Using the URLconf defined in hr_solution.urls, Django tried these URL patterns, in this order:

  1. ^admin/
  2. ^user/
  3. ^$ [name='candidate_entry']
  4. ^candidatelist/$ [name='candidate_list']
  5. ^candidatelist/(?P<year>\d{4})/(?P<month>\d{1,2})/(?P<day>\d{1,2})/(?P<slug>[-\w]*)/$ [name='candidate_detail']
  6. ^candidatelist/(?P<year>\d{4})/(?P<month>\d{1,2})/(?P<day>\d{1,2})/(?P<slug>[-\w]*)/update/$ [name='candidate_update']

The current URL, candidatelist/resume/Resume_Wilfredo_Rivera.pdf, didn't match any of these.

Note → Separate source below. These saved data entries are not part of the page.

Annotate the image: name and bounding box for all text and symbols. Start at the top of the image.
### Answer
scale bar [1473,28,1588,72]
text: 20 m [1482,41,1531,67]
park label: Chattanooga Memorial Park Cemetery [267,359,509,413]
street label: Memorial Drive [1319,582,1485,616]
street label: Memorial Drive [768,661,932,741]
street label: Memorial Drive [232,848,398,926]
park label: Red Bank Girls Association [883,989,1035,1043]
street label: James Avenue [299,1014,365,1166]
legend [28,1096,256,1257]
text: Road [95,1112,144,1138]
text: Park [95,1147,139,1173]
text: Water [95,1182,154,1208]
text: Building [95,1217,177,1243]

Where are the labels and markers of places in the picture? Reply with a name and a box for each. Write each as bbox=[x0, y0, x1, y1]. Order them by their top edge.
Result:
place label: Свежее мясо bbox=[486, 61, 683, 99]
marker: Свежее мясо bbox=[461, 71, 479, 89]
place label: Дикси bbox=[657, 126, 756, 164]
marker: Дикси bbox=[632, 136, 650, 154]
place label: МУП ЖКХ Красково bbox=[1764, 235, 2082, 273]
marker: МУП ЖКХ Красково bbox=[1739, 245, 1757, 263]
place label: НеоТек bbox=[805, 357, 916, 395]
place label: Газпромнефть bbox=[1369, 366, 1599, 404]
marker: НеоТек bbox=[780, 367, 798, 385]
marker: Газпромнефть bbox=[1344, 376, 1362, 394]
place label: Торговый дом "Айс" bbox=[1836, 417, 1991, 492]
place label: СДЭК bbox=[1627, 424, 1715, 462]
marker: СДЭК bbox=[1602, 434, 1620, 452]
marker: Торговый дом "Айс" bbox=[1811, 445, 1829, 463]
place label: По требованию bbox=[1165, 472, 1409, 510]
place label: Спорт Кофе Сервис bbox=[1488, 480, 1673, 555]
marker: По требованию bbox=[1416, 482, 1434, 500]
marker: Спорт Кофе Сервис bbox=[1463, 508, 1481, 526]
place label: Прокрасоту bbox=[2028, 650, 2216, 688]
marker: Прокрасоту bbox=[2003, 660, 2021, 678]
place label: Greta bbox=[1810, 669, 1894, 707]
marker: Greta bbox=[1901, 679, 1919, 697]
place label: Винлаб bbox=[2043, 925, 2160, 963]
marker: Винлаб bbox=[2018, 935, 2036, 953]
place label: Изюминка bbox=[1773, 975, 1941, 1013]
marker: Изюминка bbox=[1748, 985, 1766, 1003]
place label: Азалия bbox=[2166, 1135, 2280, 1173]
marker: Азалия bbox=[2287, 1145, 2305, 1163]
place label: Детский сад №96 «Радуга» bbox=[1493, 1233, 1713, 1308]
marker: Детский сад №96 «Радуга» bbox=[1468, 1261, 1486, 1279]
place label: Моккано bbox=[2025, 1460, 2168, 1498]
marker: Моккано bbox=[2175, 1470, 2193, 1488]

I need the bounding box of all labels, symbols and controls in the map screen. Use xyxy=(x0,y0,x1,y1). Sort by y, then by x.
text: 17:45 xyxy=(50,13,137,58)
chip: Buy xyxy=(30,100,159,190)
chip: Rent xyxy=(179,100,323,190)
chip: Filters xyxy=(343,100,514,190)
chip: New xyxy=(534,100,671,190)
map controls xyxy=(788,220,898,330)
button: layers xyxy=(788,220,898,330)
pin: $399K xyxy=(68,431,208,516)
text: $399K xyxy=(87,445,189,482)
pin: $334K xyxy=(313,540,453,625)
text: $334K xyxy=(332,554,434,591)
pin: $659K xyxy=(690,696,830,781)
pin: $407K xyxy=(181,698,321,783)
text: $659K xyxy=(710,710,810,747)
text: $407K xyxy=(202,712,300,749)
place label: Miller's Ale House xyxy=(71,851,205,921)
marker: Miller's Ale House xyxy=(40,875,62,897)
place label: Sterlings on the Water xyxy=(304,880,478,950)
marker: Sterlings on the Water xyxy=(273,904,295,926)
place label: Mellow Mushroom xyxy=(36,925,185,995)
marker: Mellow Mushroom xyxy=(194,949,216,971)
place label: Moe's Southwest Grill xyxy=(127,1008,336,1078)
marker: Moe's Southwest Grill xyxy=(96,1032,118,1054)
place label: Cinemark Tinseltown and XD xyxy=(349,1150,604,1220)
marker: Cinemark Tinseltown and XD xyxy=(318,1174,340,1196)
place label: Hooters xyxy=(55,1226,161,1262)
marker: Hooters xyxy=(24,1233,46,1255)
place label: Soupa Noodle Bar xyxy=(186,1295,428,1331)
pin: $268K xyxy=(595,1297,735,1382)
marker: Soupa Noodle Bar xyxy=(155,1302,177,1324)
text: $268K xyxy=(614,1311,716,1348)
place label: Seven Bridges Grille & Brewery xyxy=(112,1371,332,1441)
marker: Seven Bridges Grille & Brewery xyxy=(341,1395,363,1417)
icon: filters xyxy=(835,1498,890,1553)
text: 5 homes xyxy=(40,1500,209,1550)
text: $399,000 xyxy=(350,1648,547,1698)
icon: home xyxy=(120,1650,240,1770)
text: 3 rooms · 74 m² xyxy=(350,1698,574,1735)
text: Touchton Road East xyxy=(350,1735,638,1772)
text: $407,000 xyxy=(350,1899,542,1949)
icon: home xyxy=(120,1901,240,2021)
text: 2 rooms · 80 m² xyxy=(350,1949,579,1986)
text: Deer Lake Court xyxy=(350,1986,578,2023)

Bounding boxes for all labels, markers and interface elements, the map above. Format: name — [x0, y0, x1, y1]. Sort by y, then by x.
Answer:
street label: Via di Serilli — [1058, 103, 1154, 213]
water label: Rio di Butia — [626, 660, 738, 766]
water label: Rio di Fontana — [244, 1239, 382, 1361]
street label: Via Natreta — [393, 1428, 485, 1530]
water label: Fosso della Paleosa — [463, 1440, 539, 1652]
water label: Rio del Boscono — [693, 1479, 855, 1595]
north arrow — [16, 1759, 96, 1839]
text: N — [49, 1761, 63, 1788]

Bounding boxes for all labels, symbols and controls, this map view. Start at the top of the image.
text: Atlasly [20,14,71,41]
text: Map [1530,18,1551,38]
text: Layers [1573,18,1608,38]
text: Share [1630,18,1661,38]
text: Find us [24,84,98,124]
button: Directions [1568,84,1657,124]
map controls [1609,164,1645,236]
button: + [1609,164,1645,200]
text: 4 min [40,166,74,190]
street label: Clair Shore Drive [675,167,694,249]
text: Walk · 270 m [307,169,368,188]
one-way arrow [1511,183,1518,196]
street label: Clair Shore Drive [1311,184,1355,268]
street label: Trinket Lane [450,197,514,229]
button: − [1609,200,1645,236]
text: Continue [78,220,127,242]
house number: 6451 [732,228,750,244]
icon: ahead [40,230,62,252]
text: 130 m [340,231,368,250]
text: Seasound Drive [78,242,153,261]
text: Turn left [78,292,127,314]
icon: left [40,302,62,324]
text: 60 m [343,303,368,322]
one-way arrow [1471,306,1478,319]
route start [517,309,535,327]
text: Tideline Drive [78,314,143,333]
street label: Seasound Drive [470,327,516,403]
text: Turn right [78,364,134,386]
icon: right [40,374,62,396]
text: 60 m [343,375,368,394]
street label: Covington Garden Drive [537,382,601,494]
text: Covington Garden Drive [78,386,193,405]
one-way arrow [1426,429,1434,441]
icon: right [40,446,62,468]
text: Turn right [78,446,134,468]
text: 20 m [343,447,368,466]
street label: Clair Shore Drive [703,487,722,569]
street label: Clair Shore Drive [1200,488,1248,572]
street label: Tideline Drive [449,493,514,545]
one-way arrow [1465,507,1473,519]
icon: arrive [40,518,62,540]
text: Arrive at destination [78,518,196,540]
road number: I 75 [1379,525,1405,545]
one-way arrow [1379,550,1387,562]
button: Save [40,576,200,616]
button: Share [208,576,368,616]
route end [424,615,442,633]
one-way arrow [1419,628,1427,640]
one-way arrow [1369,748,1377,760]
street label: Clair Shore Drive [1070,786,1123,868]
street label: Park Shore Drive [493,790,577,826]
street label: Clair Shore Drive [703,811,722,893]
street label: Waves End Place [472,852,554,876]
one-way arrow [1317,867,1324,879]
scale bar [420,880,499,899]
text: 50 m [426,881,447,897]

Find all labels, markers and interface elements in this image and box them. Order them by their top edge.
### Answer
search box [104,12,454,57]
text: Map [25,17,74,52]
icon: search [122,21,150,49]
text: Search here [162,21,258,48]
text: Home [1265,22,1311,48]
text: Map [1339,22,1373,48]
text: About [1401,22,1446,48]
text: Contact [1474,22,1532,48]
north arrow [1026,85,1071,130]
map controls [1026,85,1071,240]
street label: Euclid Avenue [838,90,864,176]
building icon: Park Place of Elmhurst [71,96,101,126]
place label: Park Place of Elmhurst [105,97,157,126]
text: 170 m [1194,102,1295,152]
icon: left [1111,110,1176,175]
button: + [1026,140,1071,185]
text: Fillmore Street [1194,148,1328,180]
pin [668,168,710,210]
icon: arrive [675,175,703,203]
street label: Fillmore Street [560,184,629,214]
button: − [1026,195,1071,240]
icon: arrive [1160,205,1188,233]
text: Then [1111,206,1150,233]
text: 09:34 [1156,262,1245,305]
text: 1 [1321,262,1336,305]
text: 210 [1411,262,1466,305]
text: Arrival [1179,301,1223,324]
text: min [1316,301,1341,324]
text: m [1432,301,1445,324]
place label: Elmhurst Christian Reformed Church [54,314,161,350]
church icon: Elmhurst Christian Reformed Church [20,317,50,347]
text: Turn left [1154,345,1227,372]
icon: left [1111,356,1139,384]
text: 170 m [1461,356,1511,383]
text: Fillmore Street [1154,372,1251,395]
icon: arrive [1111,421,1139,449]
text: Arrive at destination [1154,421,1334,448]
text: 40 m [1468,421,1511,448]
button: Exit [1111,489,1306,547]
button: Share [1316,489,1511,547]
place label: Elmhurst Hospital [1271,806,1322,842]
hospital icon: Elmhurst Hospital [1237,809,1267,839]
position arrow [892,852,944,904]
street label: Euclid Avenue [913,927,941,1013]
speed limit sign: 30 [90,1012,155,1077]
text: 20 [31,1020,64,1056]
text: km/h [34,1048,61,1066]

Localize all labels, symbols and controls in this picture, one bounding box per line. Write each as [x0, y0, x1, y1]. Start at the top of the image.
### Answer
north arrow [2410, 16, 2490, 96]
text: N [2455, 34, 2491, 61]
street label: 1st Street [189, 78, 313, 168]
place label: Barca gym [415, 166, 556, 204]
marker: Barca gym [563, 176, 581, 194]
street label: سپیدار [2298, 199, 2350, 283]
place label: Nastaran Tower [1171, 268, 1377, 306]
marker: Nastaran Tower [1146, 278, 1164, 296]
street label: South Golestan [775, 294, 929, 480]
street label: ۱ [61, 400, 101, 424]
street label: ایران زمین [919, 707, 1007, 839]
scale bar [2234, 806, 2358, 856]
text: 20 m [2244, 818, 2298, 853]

How can I desing a url that match the one with the uploaded file and what view handles it?

Wilfredo Rivera

unread,
May 22, 2016, 12:36:15 PM5/22/16
to Django users
I fixed it. but now the website give me the option of downloading the file. How can i do for the website to display the file?

Derek

unread,
May 23, 2016, 5:00:27 AM5/23/16
to Django users
The users will need a browser which is capable of rendering the file or knowing what app it has to use - for example, on my machine (Linux) an XLS file is rendered directly by LibreOffice; but on a colleague's machine with Windows/IE they have to first download the file and then open it. So, you will need to provide instructions for users to configure their browsers.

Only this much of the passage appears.